Statistical analysis
Statistical analyses were performed in SPSS Statistics v27 (IBM, Corp., Armonk, NY). Participants were assessed for differences in demographic, clinical, and genetic data by cTBI group, using ANOVA or chi-square analyses as appropriate. Assessment of FIM scores using Kolmogorov-Smirnov and Shapiro-Wilk tests showed that FIM scores were not normally distributed (p < 0.001), so all FIM scores were log-10 transformed prior to analyses. Chi-square analysis of AD PRS divided into quintile groups with cTBI was performed to assess distribution of risk between severity groups.

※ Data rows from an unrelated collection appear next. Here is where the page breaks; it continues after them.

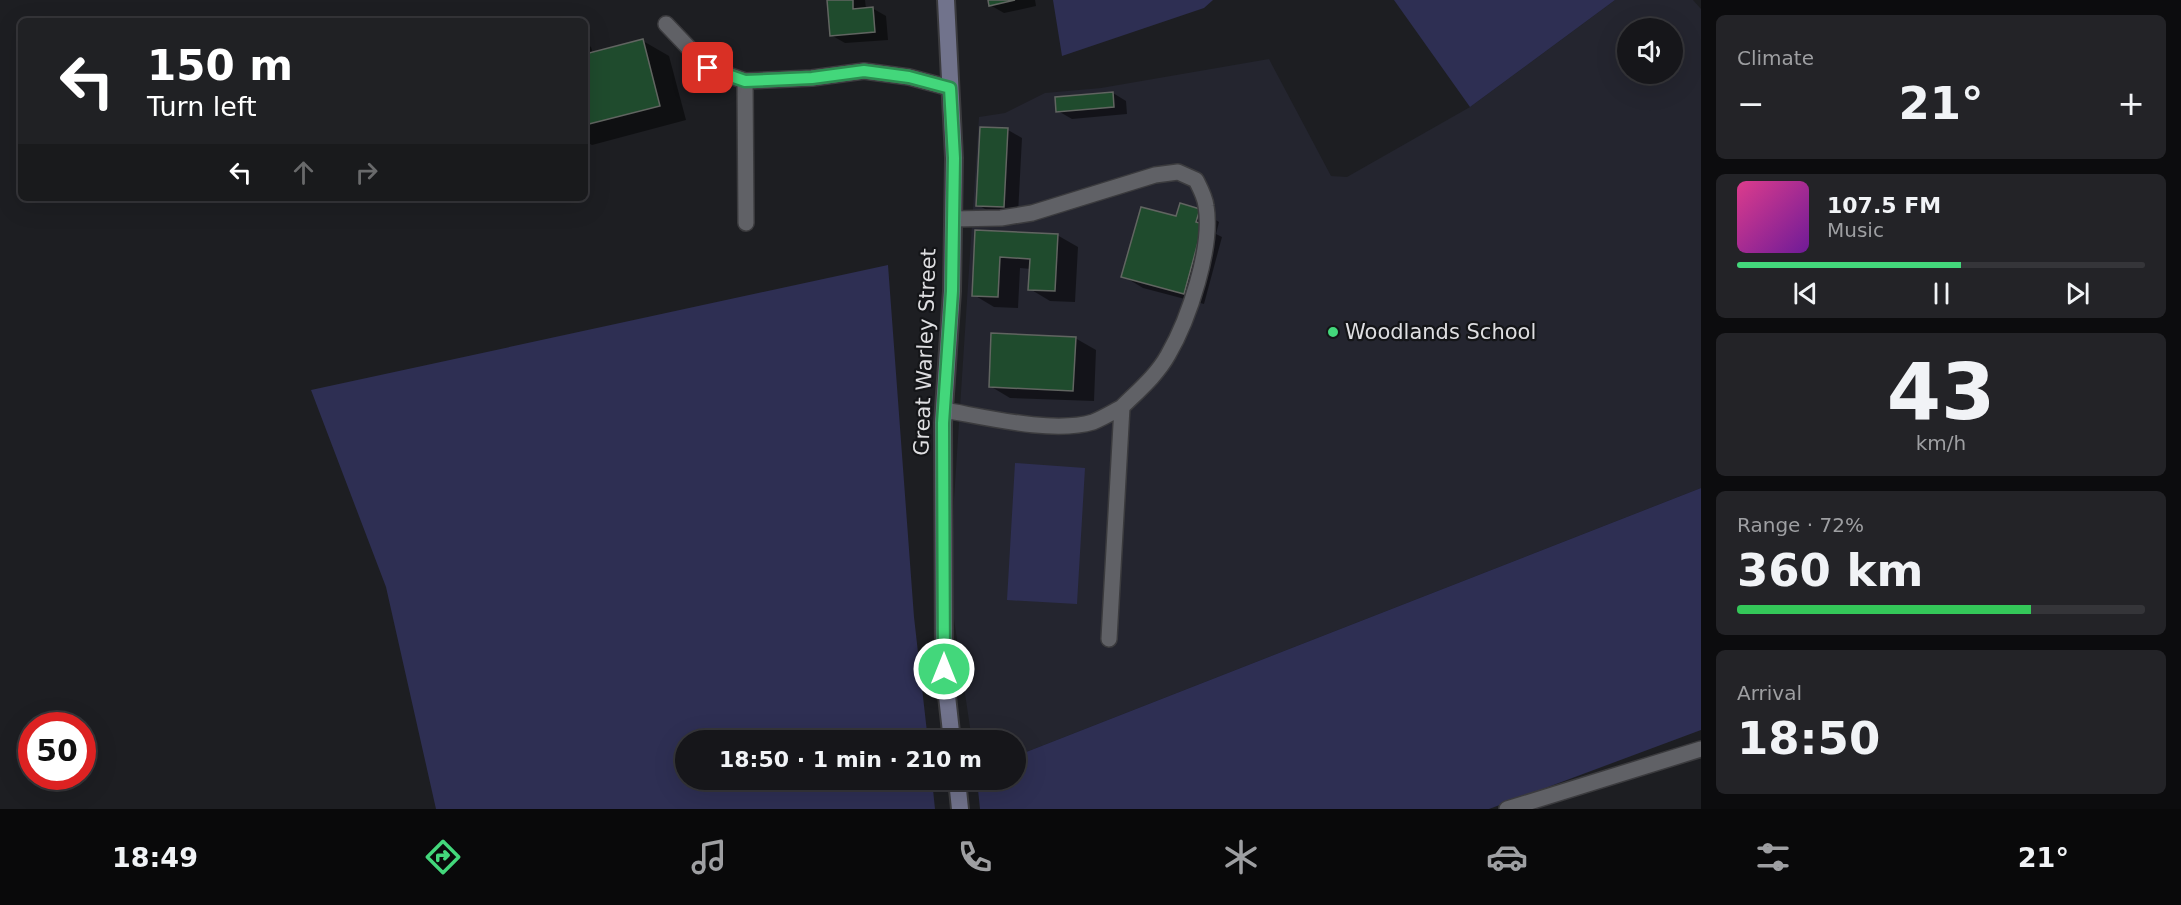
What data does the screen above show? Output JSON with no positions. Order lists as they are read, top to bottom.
{
  "streets": {
    "main road": ["Great Warley Street"]
  },
  "places": ["Woodlands School"],
  "page": {
    "tile": [
      "Climate",
      ["43", "km/h"],
      ["Range · 72%", "360 km"],
      ["Arrival", "18:50"]
    ],
    "turn": ["150 m", "Turn left"],
    "heat": ["−", "21°", "+"],
    "song": ["107.5 FM", "Music"],
    "limit": "50",
    "trip": "18:50 · 1 min · 210 m",
    "tabs": ["18:49", "21°"]
  }
}
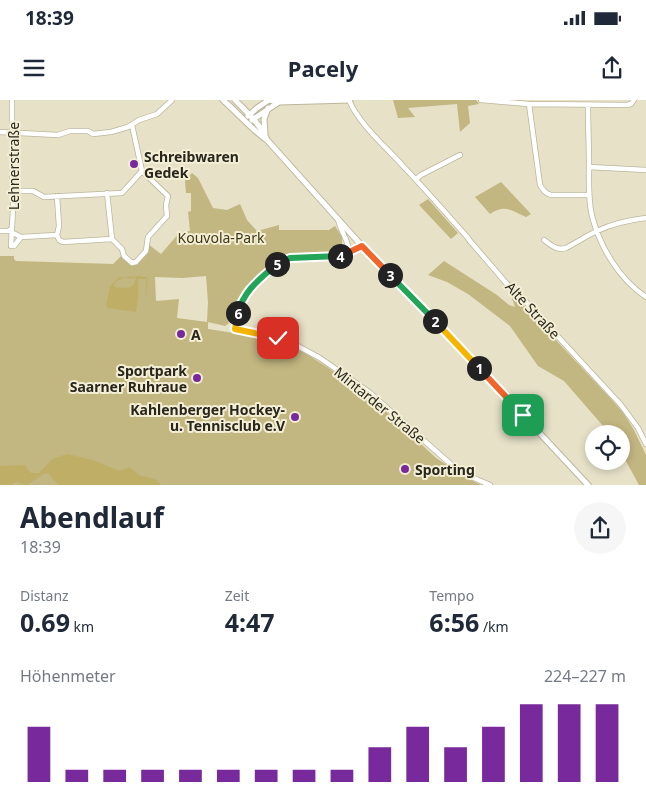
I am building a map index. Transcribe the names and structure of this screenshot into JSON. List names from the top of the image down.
{
  "streets": {
    "main road": ["Alte Straße"],
    "street": ["Lehnerstraße", "Mintarder Straße"]
  },
  "parks": ["Kouvola-Park"],
  "places": [
    "Schreibwaren Gedek",
    "A",
    "Sportpark Saarner Ruhraue",
    "Kahlenberger Hockey- u. Tennisclub e.V",
    "Sporting"
  ],
  "page": {
    "status": "18:39",
    "header": "Pacely",
    "pins": [
      "4",
      "5",
      "3",
      "6",
      "2",
      "1"
    ],
    "heading": ["Abendlauf", "18:39"],
    "stats": [
      ["Distanz", "0.69 km"],
      ["Zeit", "4:47"],
      ["Tempo", "6:56 /km"]
    ],
    "chart": ["Höhenmeter", "224–227 m"]
  }
}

Linear regression using a backwards calculation (starting with all predictors, with stepwise removal of non-significant [p < 0.05] predictors) was performed, using FIM total score at 1-year follow-up as the dependent variable. Predictors in the model included: FIM total score at discharge, age and years of education at 1-year follow-up, sex, cTBI, genetic ancestry principal components 1, 2, and 3, APOE ε4 allele carrier status, and AD PRS. Post-hoc analyses included linear regression testing with FIM motor or cognitive scores substituted for total scores. AD PRS quintile groups were also assessed for differences in mean FIM total score at 1-year follow-up by ANOVA.
Results
Of the 190 participants with DNA available for genotyping, 188 had GWAS data that passed quality control (see Genotyping and Data Quality Control for details). Of these, 176 had phenotype data, including cTBI scores, available for analysis. Comparison of participant demographic and clinical information for these individuals showed that those with complicated moderate/severe TBI were younger and had completed less education than those with mild TBI (Table 1). Sex, reported race and ethnicity, APOE ε4 carrier status, FIM total score at 1-year follow-up, and AD PRS quintile groups were not significantly different between injury severity groups.
TBI Model Systems Genetics Cohort Demographics
a13 individuals missing 1Y age—listed mean for each category for all individuals with data was used to replace missing age values for analyses (imputed age).
TBI, traumatic brain injury; SD, standard deviation.
Linear regression analysis of FIM total score at 1-year follow-up showed that the model explained 13.2% of the variance and was a significant predictor of FIM score (F(2,154) = 12.729, p < 0.001), though only AD PRS (beta = −0.167, t = −2.226, p = 0.027) and FIM total score at discharge (beta = 0.348, t = 4.632, p < 0.001) were significant predictors included in the final model. Results indicate that individuals at lower genetic risk for AD have higher FIM scores, indicating increased independent function at 1-year follow-up (Fig. 1).

FIM Total Score and AD PRS z-score. Scatterplot of FIM total score at 1 year (1Y) follow-up by AD PRS z-scores. Fit line slope indicates that individuals with lower AD PRS have higher FIM scores (better functional independence) at 1Y follow-up.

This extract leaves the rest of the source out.